就在霍北的雪峰上,他看到久别的师子归的那个瞬间,他便清楚地知道,这已经不是他想要的了。
云间再次抱紧他,把脸贴近他的胸膛,“不知道也很好,那便不是图的什么特别的东西,便是你真心地喜欢我,不因为你是谁,也不因我是谁,就是喜欢了。”她的声音停顿,十三公子觉得她能这样主动靠在自己怀里也很好,便不着急做那件事情,由她抱着,沉默着,沉默了半晌,她才幽幽地开口,“我也不知道,我也不知是从什么时候开始,我也喜欢你。”
十三公子将她抱得更紧,云间知道他还没有听够,又重复一遍,“我也喜欢你,我喜欢你的,慕容笑。”
……
缠绵总是显得格外短暂,尽管十三公子有意去延长些节奏,但总要有结束的时候。他看着女子脸上的一抹潮红,他过去经常在女人身上看到这种颜色,但没有比这更美的了,于是抱住了她。
一切都刚刚好,他刚刚好能包裹住她的每一寸,严丝合缝,不多不少,真是天造地设啊。十三公子已经很久没有感觉人生还可以如此圆满,浑身上下都是一种发自心底而来的放松的疲惫,他餍足地睡去,呼吸匀称,唇角依稀还携着笑意。
云间给了他很多时间,让他睡得更沉更稳。
这可能是他近些年来最快活的一夜了吧,或许也是他往后许多年里,最快活的一夜了吧,所以怎么舍得让美梦断醒呢。
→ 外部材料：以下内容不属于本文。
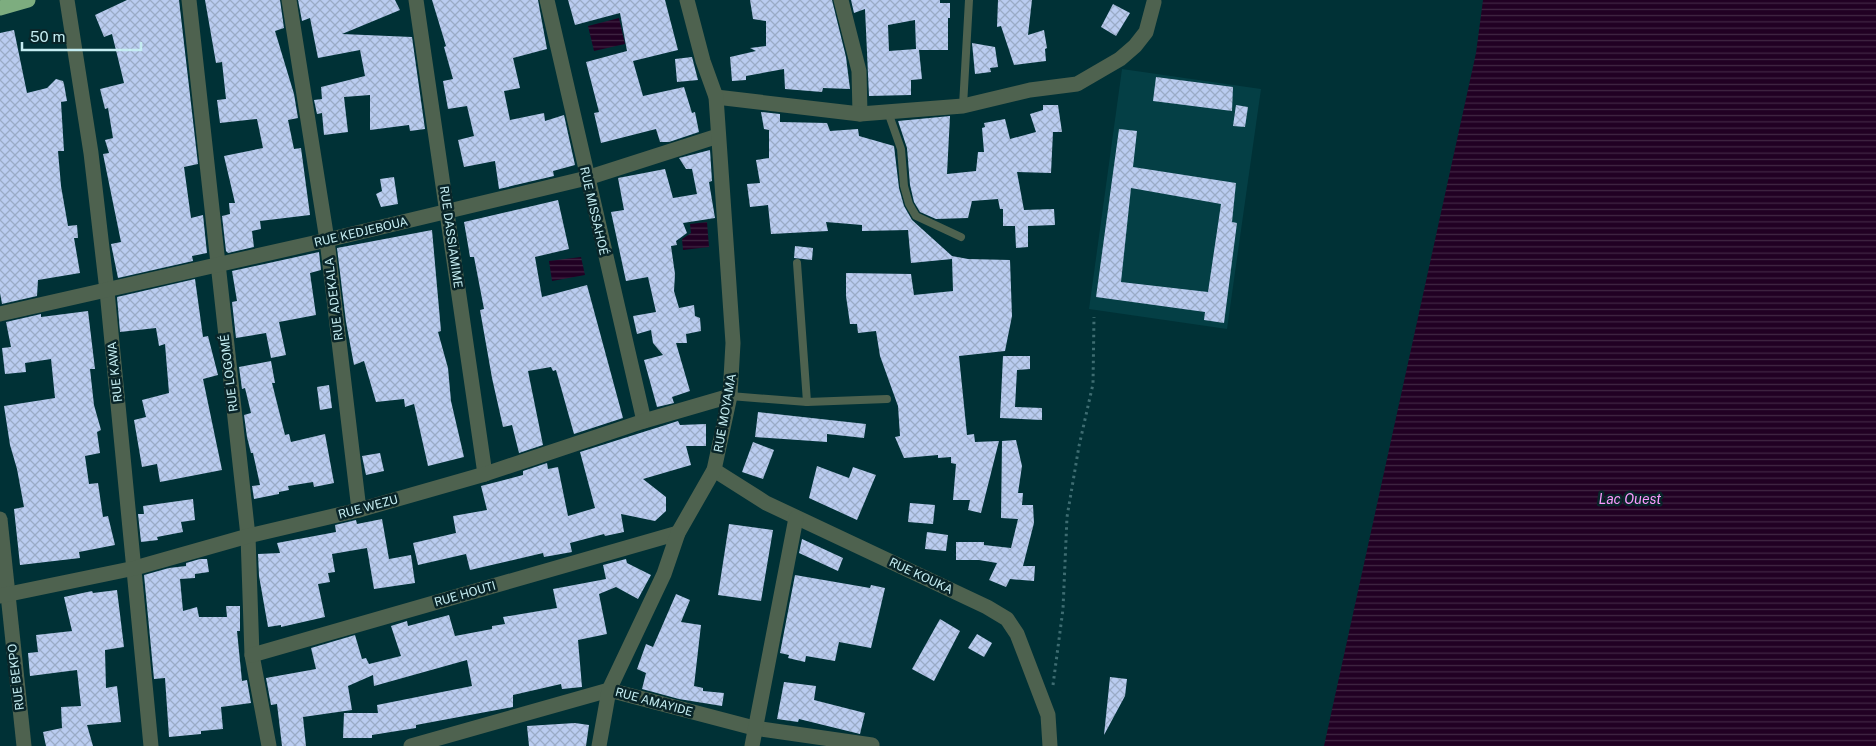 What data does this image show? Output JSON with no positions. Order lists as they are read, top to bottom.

可是有些事情,在黑暗中解决,似乎让人心里更舒服一些。
但黑夜没有那么长,不够让人将一场美梦做完。
十三公子睁开眼睛的时候,自己已经被绑在了椅子上,绑得很紧,一点都动不了,明明他睡了那样好的一觉,明明浑身都是力气。
黑暗中女子背对着他,将芝兰种投入盛水的茶杯,发出“咚”的声响,仿佛什么事情就要开始了。
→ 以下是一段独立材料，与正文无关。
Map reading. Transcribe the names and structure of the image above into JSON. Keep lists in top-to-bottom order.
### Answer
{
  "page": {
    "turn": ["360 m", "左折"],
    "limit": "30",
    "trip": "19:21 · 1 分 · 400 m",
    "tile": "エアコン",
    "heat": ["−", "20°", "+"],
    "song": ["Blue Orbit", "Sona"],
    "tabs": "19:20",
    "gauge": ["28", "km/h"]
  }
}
她徐徐转身,看到十三公子在挣扎,笑着说,“我曾在霍北生活,芝兰种这个东西,比你了解得要多一些。它之所以在我身上没用,是因为用的次数多了,可是在你身上,还是很好用的。”
十三公子懒得听她说什么,努力地试图挣开身上的绳索,云间凉凉地将他的动作扫一眼,依然笑着,“没用的,这是军中捆人的方法,越挣便越紧,你也在军中呆过了,应该知道的。”
十三公子便不挣了,质问地看着她,看到她手里握起了一把泛着冷光的匕首。
“你要杀我吗?”他目光迷茫,看着方才还在他怀里任她索取怜惜的女子,居然问出一个如此愚蠢的问题。
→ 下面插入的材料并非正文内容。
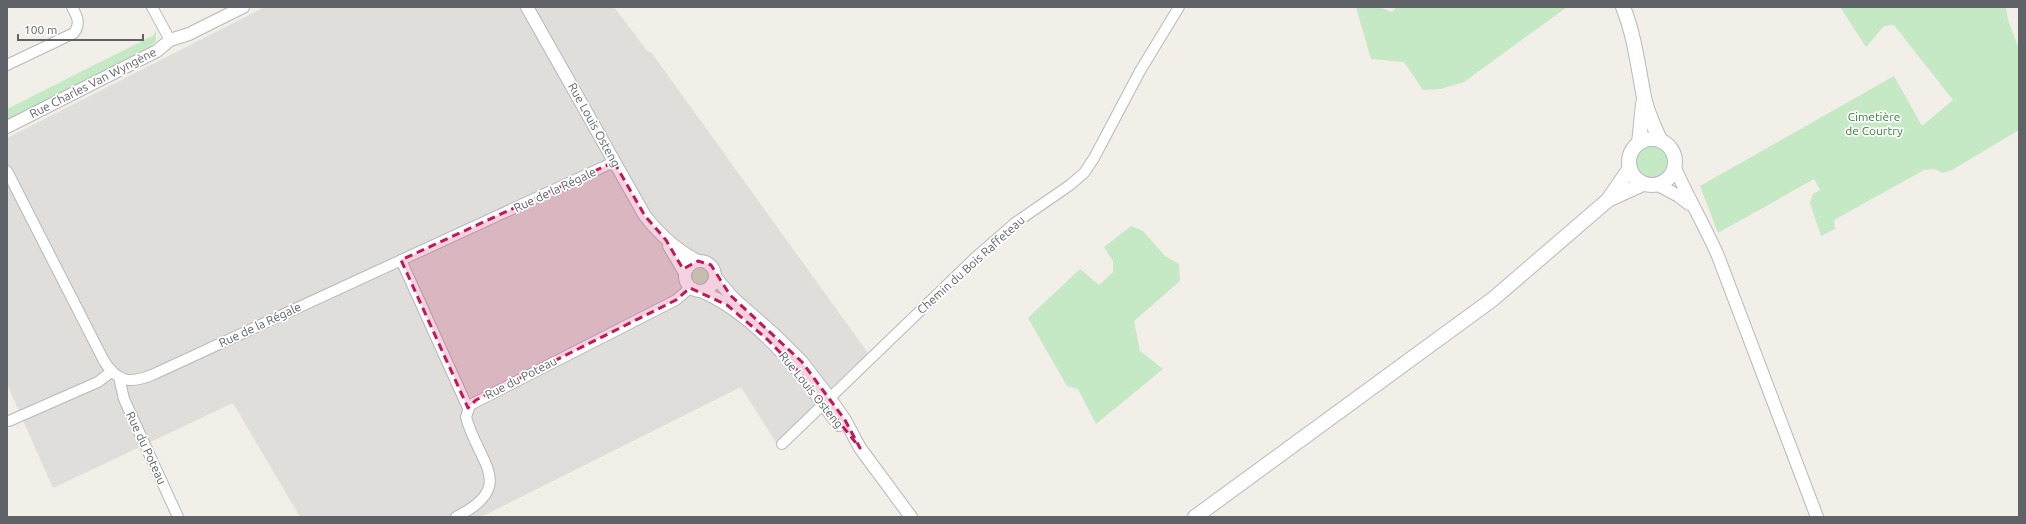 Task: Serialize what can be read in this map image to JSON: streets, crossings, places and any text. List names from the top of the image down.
{
  "streets": {
    "street": [
      "Rue Charles Van Wyngène",
      "Rue Louis Osteng",
      "Rue de la Régale",
      "Chemin du Bois Raffeteau",
      "Rue du Poteau"
    ]
  },
  "crossings": [
    ["Rue Louis Osteng", "Rue de la Régale"],
    ["Rue Louis Osteng", "Chemin du Bois Raffeteau"],
    ["Rue Louis Osteng", "Rue du Poteau"],
    ["Rue de la Régale", "Rue du Poteau"]
  ],
  "parks": ["Cimetière de Courtry"],
  "scale_bar": "100 m"
}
云间还是笑,将刀刃放在烛火上烤,火光在她脸上蹿动,她的笑泛着冷冽和决然的气息。
“要杀你,绑起来做什么。”烤过了一面刀刃,便去烤另一面,云间说了一句与睡前相同的话,“我昨日确实见过赵知身。”
“他让你做什么?”
“他什么都没让我做,只是他终究救护我一场,我总该为他做点什么。”云间握着刀子走近,十三公子似已经猜到了什么,紧紧握住了拳头,手腕上的青筋暴起,却又被绳索狠狠勒住,这种无能为力的感觉,令人十分不适。
云间去摸他握紧的手掌,试着将拳头展开,十三公子只更用力地握着,他很少如此紧张,看一眼自己的手腕,又去看云间的眼睛,眼低涌起伤然的潮水,“不行,我还要保护你。”
云间微微舒一口气,轻轻地道,“当初赵知身要保护我,你割断了他的手筋脚筋,我到现在不还是好好的,我的造化很好,没了谁都可以。”
说着,女子柔软的手掌又去轻抚男子握紧的拳,“放松一点,你可以少吃一点苦头,我的手艺不是很好。”